## EXERCISE DESCRIPTION
Repeat the entries exactly, and do not carry the pictures over.

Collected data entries
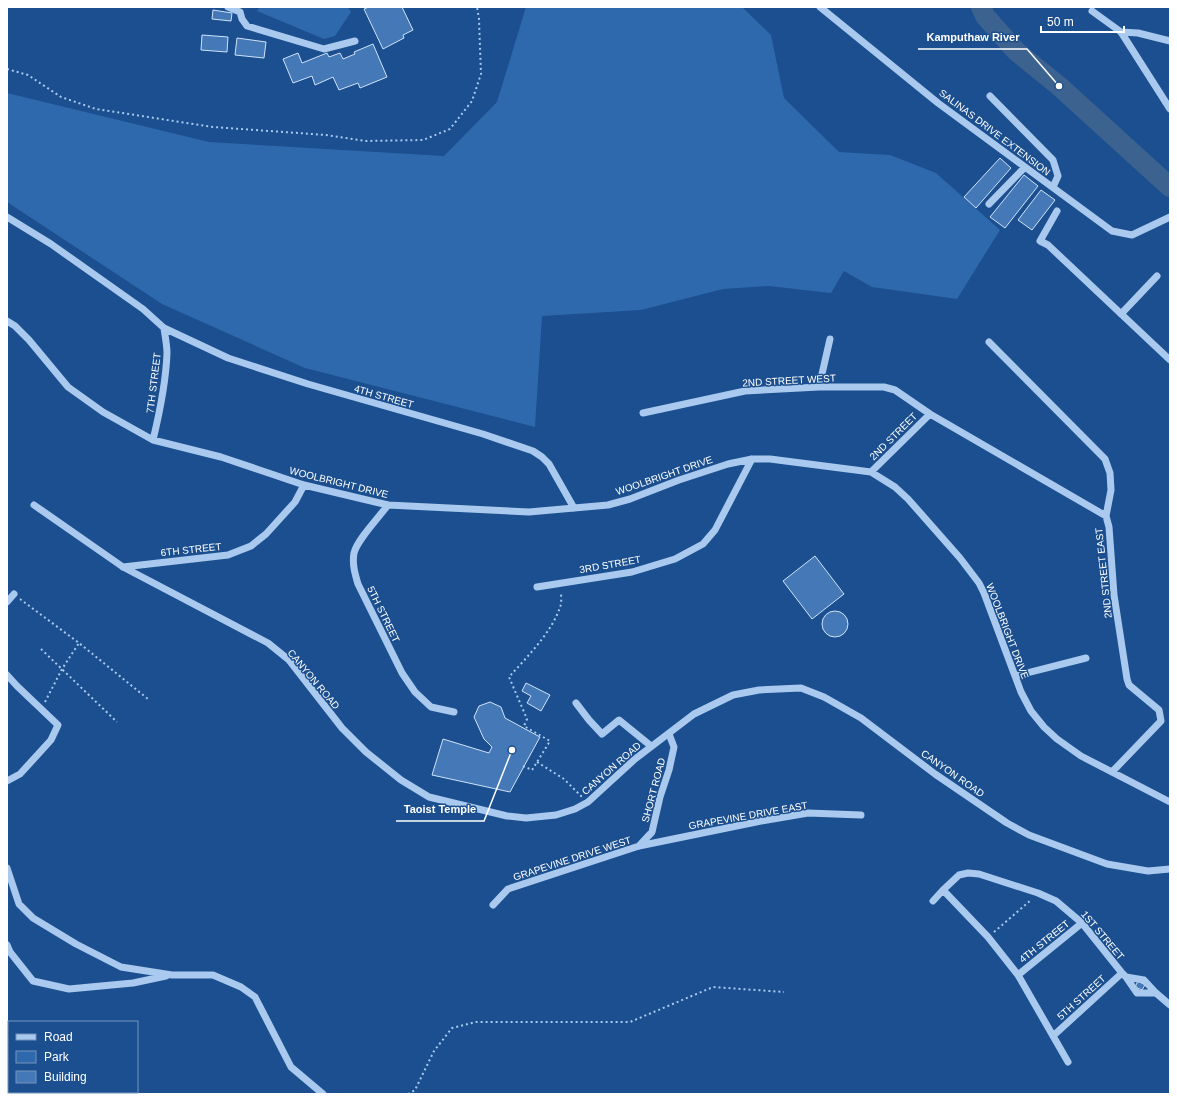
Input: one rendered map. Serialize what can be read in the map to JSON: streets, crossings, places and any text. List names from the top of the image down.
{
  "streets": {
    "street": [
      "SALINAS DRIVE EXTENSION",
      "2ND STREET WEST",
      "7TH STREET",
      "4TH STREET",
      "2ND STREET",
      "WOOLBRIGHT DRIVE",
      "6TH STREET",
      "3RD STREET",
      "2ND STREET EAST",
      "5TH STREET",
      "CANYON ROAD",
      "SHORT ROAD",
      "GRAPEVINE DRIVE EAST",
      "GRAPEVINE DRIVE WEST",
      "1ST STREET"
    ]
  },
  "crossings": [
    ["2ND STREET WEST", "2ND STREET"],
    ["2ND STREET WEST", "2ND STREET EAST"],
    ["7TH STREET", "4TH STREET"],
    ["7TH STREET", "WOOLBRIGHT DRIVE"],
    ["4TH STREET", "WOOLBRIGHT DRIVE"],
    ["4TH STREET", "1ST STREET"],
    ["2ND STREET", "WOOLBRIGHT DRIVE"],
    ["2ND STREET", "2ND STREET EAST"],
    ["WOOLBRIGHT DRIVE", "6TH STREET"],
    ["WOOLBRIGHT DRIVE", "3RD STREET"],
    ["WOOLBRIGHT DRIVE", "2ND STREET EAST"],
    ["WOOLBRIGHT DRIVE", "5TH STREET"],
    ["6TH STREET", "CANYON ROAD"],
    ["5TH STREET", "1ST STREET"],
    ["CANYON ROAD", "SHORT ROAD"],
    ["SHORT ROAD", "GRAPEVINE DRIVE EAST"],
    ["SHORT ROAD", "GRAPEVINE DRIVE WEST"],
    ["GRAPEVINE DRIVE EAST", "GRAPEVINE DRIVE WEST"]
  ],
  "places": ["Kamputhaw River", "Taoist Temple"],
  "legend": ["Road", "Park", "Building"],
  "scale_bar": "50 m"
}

## EXERCISE SOLUTION
Input: one rendered map. Serialize what can be read in the map to JSON: streets, crossings, places and any text. List names from the top of the image down.
{
  "streets": {
    "street": [
      "SALINAS DRIVE EXTENSION",
      "2ND STREET WEST",
      "7TH STREET",
      "4TH STREET",
      "2ND STREET",
      "WOOLBRIGHT DRIVE",
      "6TH STREET",
      "3RD STREET",
      "2ND STREET EAST",
      "5TH STREET",
      "CANYON ROAD",
      "SHORT ROAD",
      "GRAPEVINE DRIVE EAST",
      "GRAPEVINE DRIVE WEST",
      "1ST STREET"
    ]
  },
  "crossings": [
    ["2ND STREET WEST", "2ND STREET"],
    ["2ND STREET WEST", "2ND STREET EAST"],
    ["7TH STREET", "4TH STREET"],
    ["7TH STREET", "WOOLBRIGHT DRIVE"],
    ["4TH STREET", "WOOLBRIGHT DRIVE"],
    ["4TH STREET", "1ST STREET"],
    ["2ND STREET", "WOOLBRIGHT DRIVE"],
    ["2ND STREET", "2ND STREET EAST"],
    ["WOOLBRIGHT DRIVE", "6TH STREET"],
    ["WOOLBRIGHT DRIVE", "3RD STREET"],
    ["WOOLBRIGHT DRIVE", "2ND STREET EAST"],
    ["WOOLBRIGHT DRIVE", "5TH STREET"],
    ["6TH STREET", "CANYON ROAD"],
    ["5TH STREET", "1ST STREET"],
    ["CANYON ROAD", "SHORT ROAD"],
    ["SHORT ROAD", "GRAPEVINE DRIVE EAST"],
    ["SHORT ROAD", "GRAPEVINE DRIVE WEST"],
    ["GRAPEVINE DRIVE EAST", "GRAPEVINE DRIVE WEST"]
  ],
  "places": ["Kamputhaw River", "Taoist Temple"],
  "legend": ["Road", "Park", "Building"],
  "scale_bar": "50 m"
}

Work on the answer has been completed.